– Раэв, – заговорил Тибон. – У них скоро кончится терпение, им чуждо милосердие к бесполезной человеческой жизни. Я сделаю всё, что смогу, но тебе стоит поговорить с Николасом. Найти хоть что-то, на что он способен.
– Уже говорил.
– Так поговори ещё, – настоял мальчик. – Племени не нужны трутни. Не подумай, я полностью на твоей стороне, но даже я не могу позволить этим людям загнуться от одного слабого звена. Они должны быть сильны духом, а Николас его подрывает.
– Я тоже не особо полезен, Тибон, но почему ко мне не возникает претензий? – задал резонный вопрос Нейт.

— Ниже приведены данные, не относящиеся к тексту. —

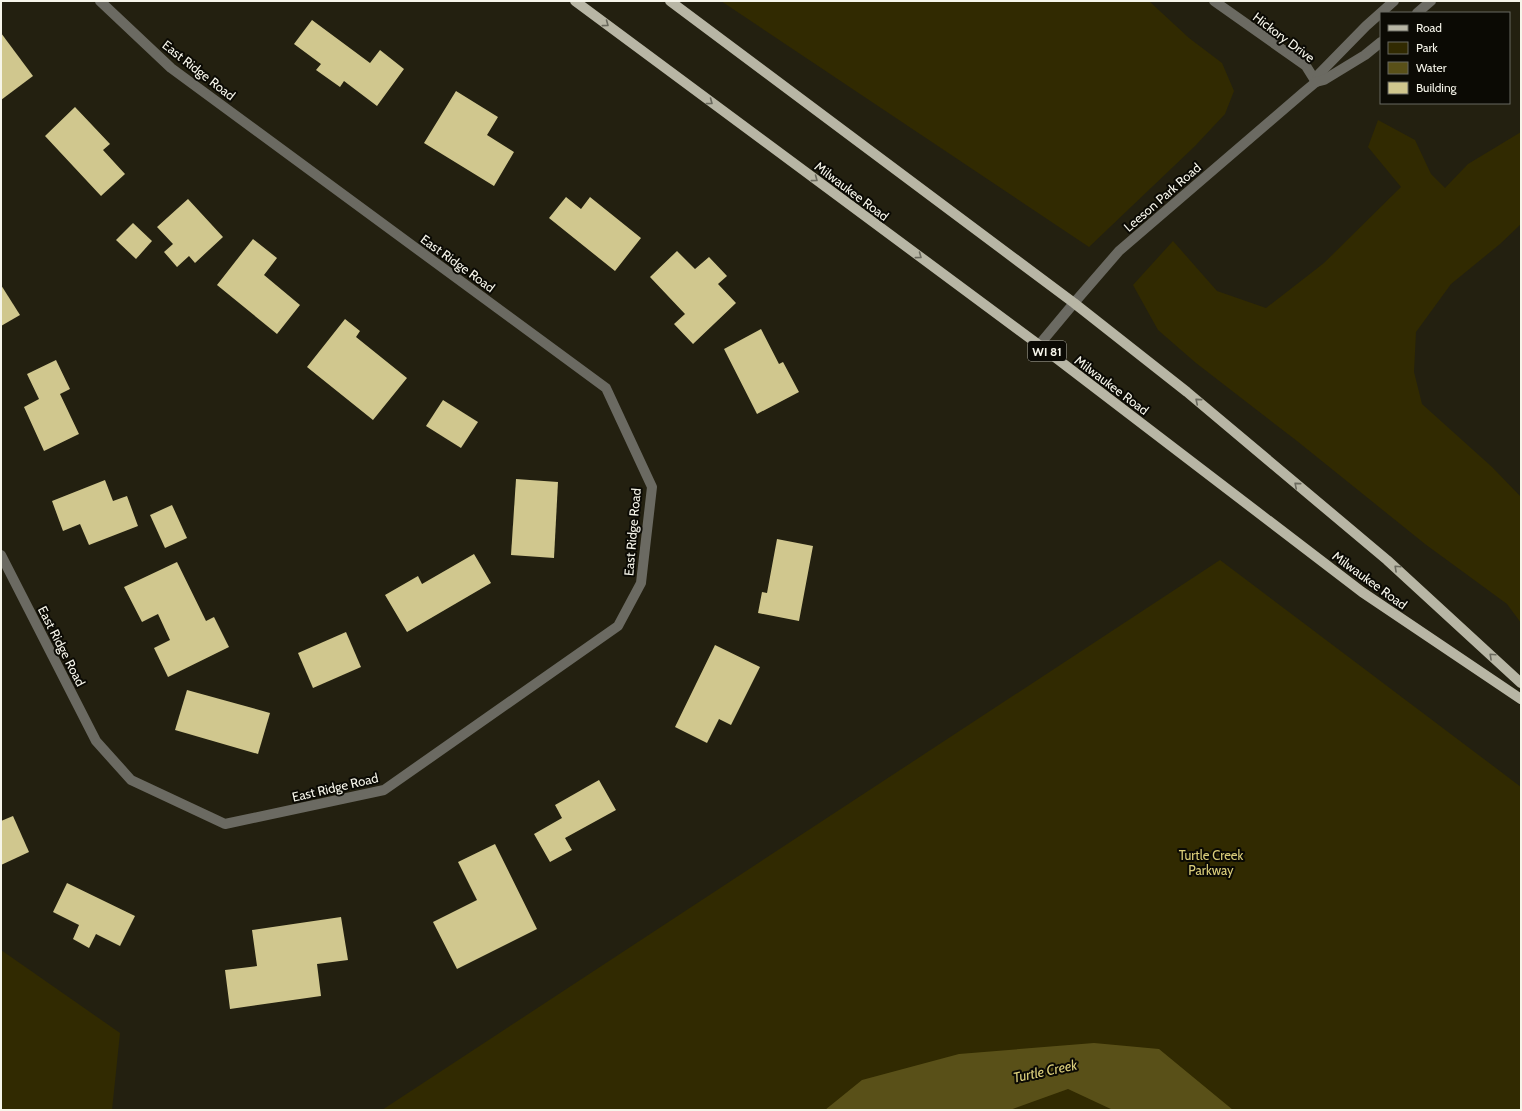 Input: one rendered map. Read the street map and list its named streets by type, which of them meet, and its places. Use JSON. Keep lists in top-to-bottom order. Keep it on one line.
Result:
{"streets":{"main road":["Milwaukee Road","WI 81"],"street":["Hickory Drive","East Ridge Road","Leeson Park Road"]},"crossings":[["Hickory Drive","Leeson Park Road"],["Milwaukee Road","Leeson Park Road"]],"water":["Turtle Creek"],"parks":["Turtle Creek Parkway"],"legend":["Road","Park","Water","Building"]} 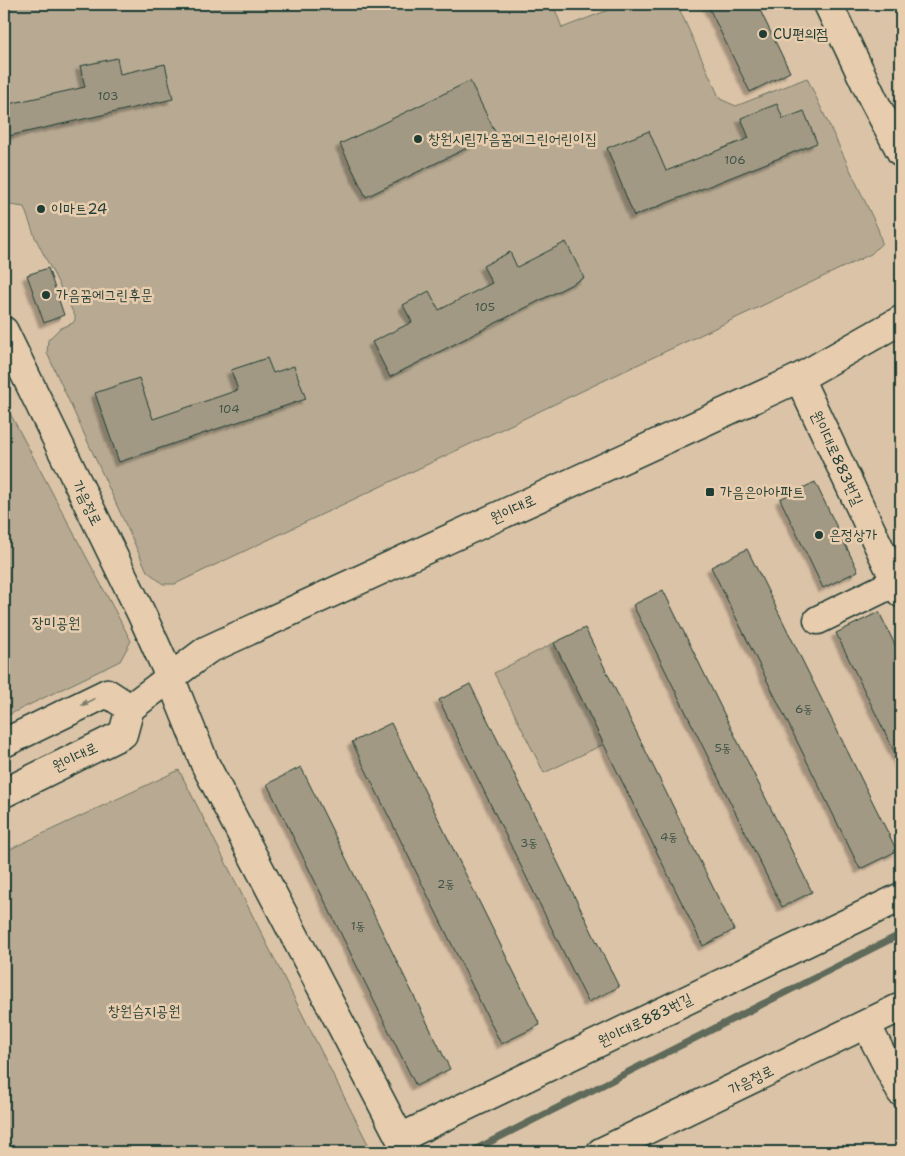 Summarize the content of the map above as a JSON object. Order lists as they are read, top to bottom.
{
  "streets": {
    "street": ["원이대로883번길", "가음정로", "원이대로"]
  },
  "crossings": [
    ["원이대로883번길", "가음정로"],
    ["원이대로883번길", "원이대로"],
    ["가음정로", "원이대로"]
  ],
  "parks": ["장미공원", "창원습지공원"],
  "places": {
    "other": [
      "CU편의점",
      "창원시립가음꿈에그린어린이집",
      "이마트24",
      "가음꿈에그린후문",
      "은정상가"
    ],
    "transit": ["가음은아아파트"]
  },
  "house_numbers": [
    "103",
    "106",
    "105",
    "104",
    "6동",
    "5동",
    "4동",
    "3동",
    "2동",
    "1동"
  ]
}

– Есть несколько причин. Первая, все в племени признали тебя своим и доверили тебе их жизни в городах. Они надеются, что ты позаботишься о них там. Они считают тебя полезным в перспективе. И вторая, тебе делают поблажки из-за преклонного возраста.
Тут Нейт возмутился.
– Преклонного?.. Мне всего 20!
– А выглядишь старше, – удивился он. – Эти шрамы на твоём теле внушили остальным уважение, к тому же твой болезненный вид и такие сильные головные боли обычно наступают именно в преклонном возрасте. Вот все и решили, что ты старец. А сколько лет остальным?
– Николасу, кажется, 55, Эйсу и Наташе около 34.
От этих чисел Тибон был взбудоражен не на шутку. Мальчик никогда не думал, что люди способны жить так долго. До 55. Он пошёл дальше, а Нейт фыркнул и замедлил ход, чтобы повозка с Николасом доехала до него. Николас, махая саморучным веером, с улыбкой встретил парня. Его беззаботный вид страшно нервировал бедуинов, шедших рядом.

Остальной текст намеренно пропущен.